Em sessão realizada nesta terça, 29, o Conselho Nacional de Justiça (CNJ) reformou a decisão de punição de censura aplicada pelo Tribunal de Justiça de São Paulo (TJ-SP) à juíza Kenarik Boujikian, que concedeu liberdade a 11 presos provisórios que cumpriam pena há mais tempo do que foi fixado em suas sentenças, sem antes consultar a Câmara Criminal. A corte entendeu que não houve qualquer má conduta por parte da magistrada, bem como considerou que o tribunal paulista errou na decisão. A decisão é tida como uma grande vitória de todos os movimentos sociais e entidades de classe que se mobilizaram pela independência judicial.
De início, dois conselheiros se declararam suspeitos para atuar no caso, uma vez que compõem originalmente quadros do Judiciário Paulista. Nesse sentido, Arnaldo Hossepian Salles Lima Junior, Procurador de Justiça do MPE/SP, e Bruno Ronchetti de Castro, Juiz de Direito do TJSP, afastaram-se do julgamento do caso.
Em seguida, passou-se ao voto do relator do caso, o conselheiro Carlos Levenhagen, que originalmente é desembargador do Tribunal de Justiça de Minas Gerais (TJMG), o qual votou pela confirmação da punição à magistrada. Para ele, a juíza – que soltou presos que estavam na cadeia, embora já tivessem cumprido a pena – “não atuou com zelo”. Para ele, “o órgão [TJSP] atuou dentro e da sua legítima competência” e a magistrada teve “falta de tato” com o desembargador revisor.

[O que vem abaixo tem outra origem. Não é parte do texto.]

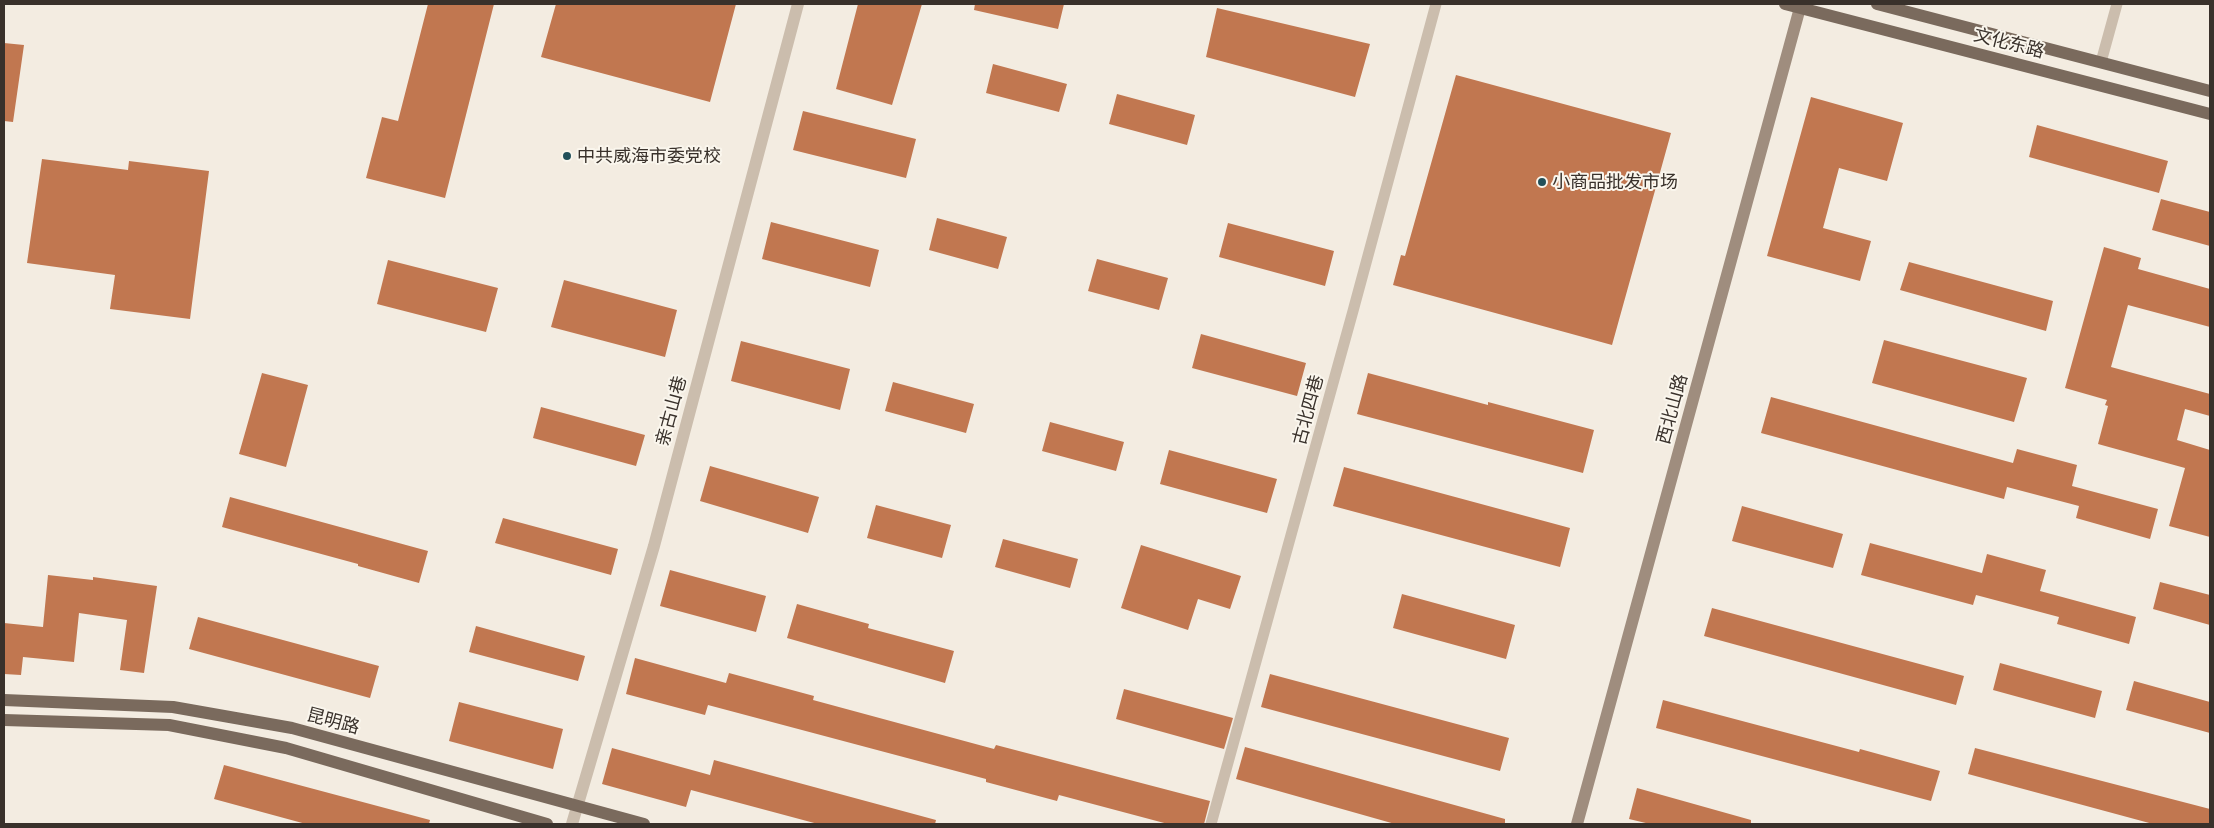 <!DOCTYPE html>
<meta charset="utf-8">
<style>
body{margin:0}
#map{position:relative;width:2214px;height:828px;overflow:hidden;background:#f3ece1;font-family:Commissioner,sans-serif}
canvas{display:block}
.frame{position:absolute;inset:0;border:5px solid #39312b;pointer-events:none}
</style>
<div id="map">
<canvas width="2214" height="828"></canvas>
<div class="frame"></div>
</div>
<script>
const c = document.querySelector('canvas').getContext('2d');
c.lineJoin = 'round';
function fillPath(path, color) { c.fillStyle = color; c.fill(path, 'evenodd'); }
const shape = rows => new Path2D(rows.map(r => 'M' + r).join(''));
function trace(path, color, width, dash) { c.strokeStyle = color; c.lineWidth = width; c.lineCap = dash ? 'butt' : 'round'; c.setLineDash(dash || []); c.stroke(path); }
function write(font, color, halo, rows, align = 'center') {
  c.font = font + ' Commissioner,"Noto Sans SC",sans-serif'; c.lineWidth = 4; c.setLineDash([]); c.textBaseline = 'middle'; c.strokeStyle = halo; c.fillStyle = color; for (const [text, x, y, turn = 0] of rows) {
    c.save(); c.translate(x, y); c.rotate((+turn || 0) * Math.PI / 180); c.textAlign = isNaN(turn) ? turn : align; if (halo) c.strokeText(text, 0, 0); c.fillText(text, 0, 0); c.restore();
  }
}
fillPath(shape([
 [428,4,494,4,445,198,366,178,382,117,398,121],
 [556,4,736,4,710,102,541,57],
 [858,4,922,4,892,105,836,89],
 [975,4,1064,4,1058,29,974,10],
 [1217,8,1370,44,1355,97,1206,57],
 [4,43,24,45,13,122,4,121],
 [993,64,1067,84,1059,112,986,93],
 [1456,75,1671,133,1612,345,1393,285,1401,255,1405,256],
 [1117,94,1195,115,1187,145,1109,124],
 [1811,97,1903,123,1887,181,1839,168,1823,228,1871,241,1860,281,1767,256],
 [803,111,916,139,906,178,793,150],
 [2037,125,2168,161,2159,193,2029,157],
 [42,159,128,170,129,161,209,171,190,319,110,309,115,275,27,263],
 [2161,199,2210,212,2210,246,2152,230],
 [937,218,1007,237,998,269,929,250],
 [771,222,879,250,870,287,762,259],
 [1228,223,1334,251,1325,286,1219,257],
 [2104,247,2141,258,2138,269,2210,289,2210,327,2128,305,2111,367,2210,394,2210,416,2185,409,2177,440,2210,450,2210,537,2169,526,2185,468,2098,444,2108,406,2105,405,2107,400,2065,388],
 [1097,259,1168,278,1159,310,1088,291],
 [388,260,498,288,486,332,377,304],
 [1909,262,2053,301,2046,331,1900,290],
 [564,280,677,310,665,357,551,327],
 [1201,334,1306,363,1297,396,1192,368],
 [1884,340,2027,378,2014,422,1872,383],
 [741,341,850,369,840,410,731,381],
 [262,373,308,385,286,467,239,454],
 [1368,373,1488,405,1488,402,1594,430,1583,473,1357,414],
 [893,382,974,404,966,433,885,411],
 [1771,397,2013,463,2017,449,2077,465,2072,486,2158,509,2150,539,2076,518,2079,506,2007,487,2004,499,1761,433],
 [541,407,645,435,636,466,533,438],
 [1050,422,1124,442,1116,471,1042,451],
 [1169,450,1277,479,1267,513,1160,484],
 [710,466,819,497,808,533,700,501],
 [1344,467,1570,528,1560,567,1333,506],
 [230,497,428,551,419,583,358,566,358,564,222,527],
 [876,505,951,525,942,558,867,538],
 [1742,506,1843,534,1833,568,1732,541],
 [503,518,618,549,611,575,495,543],
 [1003,539,1078,559,1070,588,995,567],
 [1870,543,1982,573,1987,554,2046,570,2040,591,2136,617,2129,644,2057,624,2059,617,1976,595,1973,605,1861,575],
 [1141,545,1241,576,1230,609,1198,599,1188,630,1121,608],
 [670,570,766,596,756,632,660,606],
 [48,575,93,580,93,577,157,586,144,673,120,670,127,620,79,613,74,662,23,657,21,675,4,674,4,623,43,627],
 [2160,582,2210,595,2210,625,2153,609],
 [1402,594,1515,625,1506,659,1393,628],
 [797,604,869,624,868,628,954,651,945,683,787,638],
 [1712,608,1964,676,1956,705,1704,636],
 [198,617,379,666,370,698,189,649],
 [476,626,585,656,578,681,469,652],
 [635,658,726,683,729,673,814,696,813,700,994,749,996,745,1210,801,1204,824,1168,824,1059,795,1057,801,986,782,986,779,708,705,705,715,626,694],
 [2000,663,2102,691,2095,718,1993,690],
 [1270,674,1509,738,1500,771,1261,707],
 [2134,681,2210,702,2210,733,2126,710],
 [1124,689,1233,718,1224,749,1116,719],
 [1663,700,1859,752,1860,749,1940,771,1931,801,1656,728],
 [459,702,563,729,553,769,449,741],
 [1245,747,1505,819,1505,824,1395,824,1236,779],
 [612,748,710,775,714,760,936,820,935,824,818,824,691,790,686,807,602,784],
 [1975,748,2210,809,2210,824,2153,824,1968,774],
 [224,765,430,820,429,824,306,824,214,799],
 [1637,788,1751,820,1751,824,1650,824,1629,819]
]), '#c17750');
trace(shape([
 [2101,62,2117,4],
 [1211,824,1353,311,1436,4]
]), '#cbbdad', 11);
trace(shape([
 [572,824,654,546,798,4]
]), '#cbbdad', 12);
trace(shape([
 [1577,824,1801,4]
]), '#9f8d7e', 12);
trace(shape([
 [1785,4,2210,114],
 [1877,4,2210,91],
 [4,700,173,707,292,728,644,824],
 [4,720,169,725,286,748,547,824]
]), '#7a6a5d', 12);
for (const [x, y, r, color] of [
 [567,156,5,"#22505a"],
 [1542,182,5,"#22505a"]
]) { const dot = new Path2D(); dot.arc(x, y, r, 0, 2 * Math.PI); c.fillStyle = color; c.fill(dot); trace(dot, '#faf6ed', 2); }
write('18px', '#39312b', '#faf6ed', [
 ["文化东路",2009,43,14],
 ["西北山路",1672,409,-75],
 ["古北四巷",1308,410,-75],
 ["亲古山巷",671,411,-75],
 ["昆明路",333,721,15]
]);
write('18px', '#39312b', '#faf6ed', [
 ["中共威海市委党校",577,156],
 ["小商品批发市场",1552,182]
], 'left');
</script>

A divergência foi aberta após o voto do relator. O conselheiro Gustavo Tadeu Alkmim, originalmente desembargador no Tribunal Regional do Trabalho da 1ª Região foi o primeiro a votar pela absolvição da magistrada. Em seguida, João Otávio Noronha, o qual, além de conselheiro, é Corregedor Nacional de Justiça e Ministro do Superior Tribunal de Justiça resumiu o sentimento de quem se mobilizou em repúdio à punição: “O TJ-SP agiu mal. Não agiu bem. E por que não agiu bem? Porque ele arruma uma desculpa estapafúrdia para censurar ao fundo e ao cabo a decisão meritória da juíza”.

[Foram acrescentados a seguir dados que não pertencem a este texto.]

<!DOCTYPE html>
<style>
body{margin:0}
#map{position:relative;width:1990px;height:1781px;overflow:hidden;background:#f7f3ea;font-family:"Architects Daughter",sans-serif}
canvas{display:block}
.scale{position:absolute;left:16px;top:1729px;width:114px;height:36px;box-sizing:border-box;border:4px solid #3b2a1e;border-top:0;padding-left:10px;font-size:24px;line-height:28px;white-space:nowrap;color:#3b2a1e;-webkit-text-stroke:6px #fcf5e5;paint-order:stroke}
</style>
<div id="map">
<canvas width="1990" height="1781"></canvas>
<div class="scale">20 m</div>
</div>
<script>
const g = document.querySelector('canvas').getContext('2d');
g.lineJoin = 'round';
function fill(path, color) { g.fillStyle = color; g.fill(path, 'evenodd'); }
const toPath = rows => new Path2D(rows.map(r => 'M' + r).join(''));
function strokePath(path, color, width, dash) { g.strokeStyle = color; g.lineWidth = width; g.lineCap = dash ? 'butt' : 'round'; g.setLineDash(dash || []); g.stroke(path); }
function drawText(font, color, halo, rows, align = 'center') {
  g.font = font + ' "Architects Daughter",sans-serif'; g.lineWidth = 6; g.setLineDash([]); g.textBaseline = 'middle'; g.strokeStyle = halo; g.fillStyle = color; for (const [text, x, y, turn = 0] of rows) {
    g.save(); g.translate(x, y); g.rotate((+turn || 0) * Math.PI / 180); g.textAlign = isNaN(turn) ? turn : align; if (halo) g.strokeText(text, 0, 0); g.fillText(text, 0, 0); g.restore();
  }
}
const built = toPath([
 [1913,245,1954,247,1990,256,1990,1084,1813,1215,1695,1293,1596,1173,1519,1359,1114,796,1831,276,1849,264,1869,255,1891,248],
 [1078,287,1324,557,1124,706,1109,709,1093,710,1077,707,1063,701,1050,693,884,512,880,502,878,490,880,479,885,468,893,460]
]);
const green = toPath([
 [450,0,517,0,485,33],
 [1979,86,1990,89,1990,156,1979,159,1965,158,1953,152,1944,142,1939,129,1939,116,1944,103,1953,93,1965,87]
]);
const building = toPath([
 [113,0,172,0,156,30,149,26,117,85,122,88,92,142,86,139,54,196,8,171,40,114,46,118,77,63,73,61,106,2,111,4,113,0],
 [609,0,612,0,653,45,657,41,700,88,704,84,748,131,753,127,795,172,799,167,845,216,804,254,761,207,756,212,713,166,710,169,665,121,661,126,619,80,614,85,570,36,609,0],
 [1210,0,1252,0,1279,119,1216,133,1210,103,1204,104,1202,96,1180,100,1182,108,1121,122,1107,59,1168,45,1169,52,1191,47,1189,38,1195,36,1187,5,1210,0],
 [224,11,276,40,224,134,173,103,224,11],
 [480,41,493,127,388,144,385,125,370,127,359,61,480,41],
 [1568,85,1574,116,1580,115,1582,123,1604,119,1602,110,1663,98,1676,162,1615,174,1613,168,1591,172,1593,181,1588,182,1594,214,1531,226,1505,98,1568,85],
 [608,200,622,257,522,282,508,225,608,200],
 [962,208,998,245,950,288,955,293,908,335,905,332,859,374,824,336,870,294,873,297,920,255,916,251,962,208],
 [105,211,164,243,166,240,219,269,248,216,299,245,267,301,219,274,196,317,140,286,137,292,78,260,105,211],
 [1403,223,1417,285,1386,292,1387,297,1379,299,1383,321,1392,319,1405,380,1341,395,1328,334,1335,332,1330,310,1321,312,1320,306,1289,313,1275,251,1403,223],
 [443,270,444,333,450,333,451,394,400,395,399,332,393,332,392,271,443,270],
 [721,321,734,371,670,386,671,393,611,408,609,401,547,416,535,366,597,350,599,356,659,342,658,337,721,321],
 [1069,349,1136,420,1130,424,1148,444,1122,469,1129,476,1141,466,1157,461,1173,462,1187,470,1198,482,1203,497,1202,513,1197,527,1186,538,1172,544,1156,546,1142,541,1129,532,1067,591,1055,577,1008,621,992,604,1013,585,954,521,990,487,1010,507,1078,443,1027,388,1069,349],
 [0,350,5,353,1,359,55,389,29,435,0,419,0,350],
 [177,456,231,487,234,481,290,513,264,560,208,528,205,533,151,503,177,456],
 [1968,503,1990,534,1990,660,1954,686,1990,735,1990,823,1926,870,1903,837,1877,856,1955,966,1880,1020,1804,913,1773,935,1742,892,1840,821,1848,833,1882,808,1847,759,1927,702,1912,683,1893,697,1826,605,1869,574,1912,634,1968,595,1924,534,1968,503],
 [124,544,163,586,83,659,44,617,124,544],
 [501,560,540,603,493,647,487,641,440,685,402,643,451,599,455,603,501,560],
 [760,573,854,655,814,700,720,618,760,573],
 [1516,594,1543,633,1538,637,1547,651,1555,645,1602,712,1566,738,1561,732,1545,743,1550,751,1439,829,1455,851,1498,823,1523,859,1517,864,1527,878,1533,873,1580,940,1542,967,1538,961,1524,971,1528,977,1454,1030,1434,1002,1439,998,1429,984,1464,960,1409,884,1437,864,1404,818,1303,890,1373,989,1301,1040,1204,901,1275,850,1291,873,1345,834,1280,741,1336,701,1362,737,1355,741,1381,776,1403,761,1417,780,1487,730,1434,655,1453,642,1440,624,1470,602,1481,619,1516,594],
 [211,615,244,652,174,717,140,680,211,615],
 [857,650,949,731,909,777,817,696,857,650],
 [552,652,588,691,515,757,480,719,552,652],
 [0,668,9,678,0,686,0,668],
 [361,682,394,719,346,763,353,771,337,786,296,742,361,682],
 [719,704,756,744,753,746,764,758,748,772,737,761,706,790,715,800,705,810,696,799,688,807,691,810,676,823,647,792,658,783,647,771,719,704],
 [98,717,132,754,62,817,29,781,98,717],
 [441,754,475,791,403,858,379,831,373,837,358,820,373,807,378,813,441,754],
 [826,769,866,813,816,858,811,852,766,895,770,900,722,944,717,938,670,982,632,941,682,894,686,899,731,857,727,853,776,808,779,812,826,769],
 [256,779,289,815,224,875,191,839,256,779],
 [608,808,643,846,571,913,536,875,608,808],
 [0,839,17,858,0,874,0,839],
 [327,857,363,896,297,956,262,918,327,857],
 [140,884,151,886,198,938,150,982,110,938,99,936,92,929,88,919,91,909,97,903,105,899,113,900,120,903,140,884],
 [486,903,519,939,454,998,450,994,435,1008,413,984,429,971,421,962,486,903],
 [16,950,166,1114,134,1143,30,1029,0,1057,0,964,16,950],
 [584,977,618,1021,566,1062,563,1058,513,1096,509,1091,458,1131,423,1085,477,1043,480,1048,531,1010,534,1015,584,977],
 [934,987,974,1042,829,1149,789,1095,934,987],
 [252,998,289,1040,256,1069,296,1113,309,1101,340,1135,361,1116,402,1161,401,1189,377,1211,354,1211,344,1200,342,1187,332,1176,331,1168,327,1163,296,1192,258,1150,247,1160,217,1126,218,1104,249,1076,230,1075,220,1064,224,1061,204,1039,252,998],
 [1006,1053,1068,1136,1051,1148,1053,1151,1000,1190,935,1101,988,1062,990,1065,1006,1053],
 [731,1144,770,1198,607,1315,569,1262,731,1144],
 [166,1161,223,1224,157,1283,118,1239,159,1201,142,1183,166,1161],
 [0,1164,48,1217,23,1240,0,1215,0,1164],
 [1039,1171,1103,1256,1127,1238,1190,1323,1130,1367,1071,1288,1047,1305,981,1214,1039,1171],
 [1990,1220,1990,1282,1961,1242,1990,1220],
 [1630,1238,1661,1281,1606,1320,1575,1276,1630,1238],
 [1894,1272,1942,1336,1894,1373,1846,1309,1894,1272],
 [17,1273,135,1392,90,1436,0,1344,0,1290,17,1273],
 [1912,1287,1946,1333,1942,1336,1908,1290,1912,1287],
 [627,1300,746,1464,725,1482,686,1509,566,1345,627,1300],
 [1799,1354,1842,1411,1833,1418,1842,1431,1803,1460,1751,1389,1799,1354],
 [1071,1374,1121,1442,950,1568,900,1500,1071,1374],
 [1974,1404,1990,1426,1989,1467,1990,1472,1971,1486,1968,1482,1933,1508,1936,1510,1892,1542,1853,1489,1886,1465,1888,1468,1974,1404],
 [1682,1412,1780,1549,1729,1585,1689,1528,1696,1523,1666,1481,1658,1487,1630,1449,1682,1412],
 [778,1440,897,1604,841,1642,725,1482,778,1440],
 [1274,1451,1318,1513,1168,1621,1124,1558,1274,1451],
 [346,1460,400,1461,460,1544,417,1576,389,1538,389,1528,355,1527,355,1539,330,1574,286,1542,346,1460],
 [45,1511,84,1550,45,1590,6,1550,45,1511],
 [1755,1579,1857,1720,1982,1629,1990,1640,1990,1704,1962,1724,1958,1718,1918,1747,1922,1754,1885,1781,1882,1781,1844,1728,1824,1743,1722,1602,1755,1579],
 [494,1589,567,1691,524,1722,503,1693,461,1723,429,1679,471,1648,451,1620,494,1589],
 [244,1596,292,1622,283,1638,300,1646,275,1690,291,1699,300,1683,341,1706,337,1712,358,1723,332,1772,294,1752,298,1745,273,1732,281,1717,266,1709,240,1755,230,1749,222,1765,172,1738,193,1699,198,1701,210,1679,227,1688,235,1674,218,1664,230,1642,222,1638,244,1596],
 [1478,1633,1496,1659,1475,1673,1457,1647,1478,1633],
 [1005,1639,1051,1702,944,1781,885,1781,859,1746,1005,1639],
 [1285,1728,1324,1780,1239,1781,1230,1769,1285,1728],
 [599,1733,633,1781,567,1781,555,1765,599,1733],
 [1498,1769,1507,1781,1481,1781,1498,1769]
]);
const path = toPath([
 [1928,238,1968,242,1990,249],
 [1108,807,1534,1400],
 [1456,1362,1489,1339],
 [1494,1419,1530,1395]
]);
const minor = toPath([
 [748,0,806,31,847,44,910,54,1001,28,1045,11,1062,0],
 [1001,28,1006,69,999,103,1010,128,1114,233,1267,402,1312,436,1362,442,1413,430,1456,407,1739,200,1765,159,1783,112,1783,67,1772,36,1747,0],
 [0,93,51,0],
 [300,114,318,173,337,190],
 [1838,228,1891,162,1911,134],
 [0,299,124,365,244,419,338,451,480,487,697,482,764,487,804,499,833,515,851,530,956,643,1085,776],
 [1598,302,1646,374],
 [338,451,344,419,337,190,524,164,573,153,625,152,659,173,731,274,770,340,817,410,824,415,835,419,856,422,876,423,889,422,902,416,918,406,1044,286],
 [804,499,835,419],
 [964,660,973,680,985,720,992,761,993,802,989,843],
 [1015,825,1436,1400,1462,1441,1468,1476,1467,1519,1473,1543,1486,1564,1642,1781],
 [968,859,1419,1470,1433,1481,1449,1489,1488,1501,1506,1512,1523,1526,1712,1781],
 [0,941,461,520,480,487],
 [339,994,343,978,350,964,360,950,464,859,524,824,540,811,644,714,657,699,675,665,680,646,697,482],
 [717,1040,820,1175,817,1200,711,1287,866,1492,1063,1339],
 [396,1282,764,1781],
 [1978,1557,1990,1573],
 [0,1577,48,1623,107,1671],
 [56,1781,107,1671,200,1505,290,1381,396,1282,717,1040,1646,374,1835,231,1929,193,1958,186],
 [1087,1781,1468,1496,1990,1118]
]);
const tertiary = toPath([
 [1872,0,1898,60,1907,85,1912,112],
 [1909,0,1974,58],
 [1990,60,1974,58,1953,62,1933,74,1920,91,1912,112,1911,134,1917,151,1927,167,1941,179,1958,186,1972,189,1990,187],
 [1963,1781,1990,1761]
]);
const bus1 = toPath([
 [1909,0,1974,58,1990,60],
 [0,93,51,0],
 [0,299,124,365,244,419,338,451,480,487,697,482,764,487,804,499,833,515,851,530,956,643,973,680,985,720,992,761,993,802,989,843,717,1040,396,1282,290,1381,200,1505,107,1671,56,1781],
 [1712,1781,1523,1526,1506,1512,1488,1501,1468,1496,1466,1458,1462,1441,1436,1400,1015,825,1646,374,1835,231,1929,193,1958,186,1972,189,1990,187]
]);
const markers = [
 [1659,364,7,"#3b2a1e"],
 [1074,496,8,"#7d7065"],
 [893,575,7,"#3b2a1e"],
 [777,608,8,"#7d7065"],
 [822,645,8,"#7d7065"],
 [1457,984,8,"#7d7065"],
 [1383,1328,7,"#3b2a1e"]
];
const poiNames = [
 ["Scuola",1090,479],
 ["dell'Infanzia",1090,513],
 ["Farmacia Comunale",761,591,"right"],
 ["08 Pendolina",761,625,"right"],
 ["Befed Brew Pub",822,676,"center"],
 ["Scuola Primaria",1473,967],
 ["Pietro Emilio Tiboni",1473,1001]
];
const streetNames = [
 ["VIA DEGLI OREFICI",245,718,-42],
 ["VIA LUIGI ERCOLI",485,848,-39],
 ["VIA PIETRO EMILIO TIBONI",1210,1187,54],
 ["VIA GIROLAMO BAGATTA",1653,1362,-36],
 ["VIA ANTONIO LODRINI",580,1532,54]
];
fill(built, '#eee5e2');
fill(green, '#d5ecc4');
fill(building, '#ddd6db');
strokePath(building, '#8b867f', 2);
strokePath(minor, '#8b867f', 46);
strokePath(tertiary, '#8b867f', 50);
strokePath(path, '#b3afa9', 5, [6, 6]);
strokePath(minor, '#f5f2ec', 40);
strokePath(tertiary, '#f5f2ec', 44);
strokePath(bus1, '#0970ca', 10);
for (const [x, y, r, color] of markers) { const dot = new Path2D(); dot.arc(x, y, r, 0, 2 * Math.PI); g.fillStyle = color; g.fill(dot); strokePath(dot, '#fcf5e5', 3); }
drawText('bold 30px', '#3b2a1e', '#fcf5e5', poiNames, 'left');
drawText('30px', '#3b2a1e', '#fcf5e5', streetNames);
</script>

A partir da divergência, os demais conselheiros pediram a palavra para absolver a magistrada, bem como fazer duras críticas ao Tribunal de Justiça de São Paulo, pela censura à independência da magistrada. A presidente do Supremo Tribunal Federal e do CNJ, ministra Carmen Lúcia, também votou pela absolvição da magistrada.
Quando o placar estava 8×1 e não havia mais chances de condenação, a emoção tomou conta das pessoas que acompanharam o julgamento, incluindo a própria magistrada, que estava presente na sessão.
O caso
Kenarik foi processada por seus pares após determinar a expedição de alvarás de solturas a 10 presos que estavam encarcerados além do tempo disposto na sentença. A decisão de Kenarik, no entanto, é tida como legítima pela imensa maioria de juristas que acompanham o caso. Além disso, o processo conta com parecer favorável à magistrada do Procurador Geral da República, Rodrigo Janot, que afirmou que a juíza mais do que amparada pela lei, “agiu na defesa dos direitos dos réus, mesmo que de forma a contrariar a jurisprudência da Corte estadual”.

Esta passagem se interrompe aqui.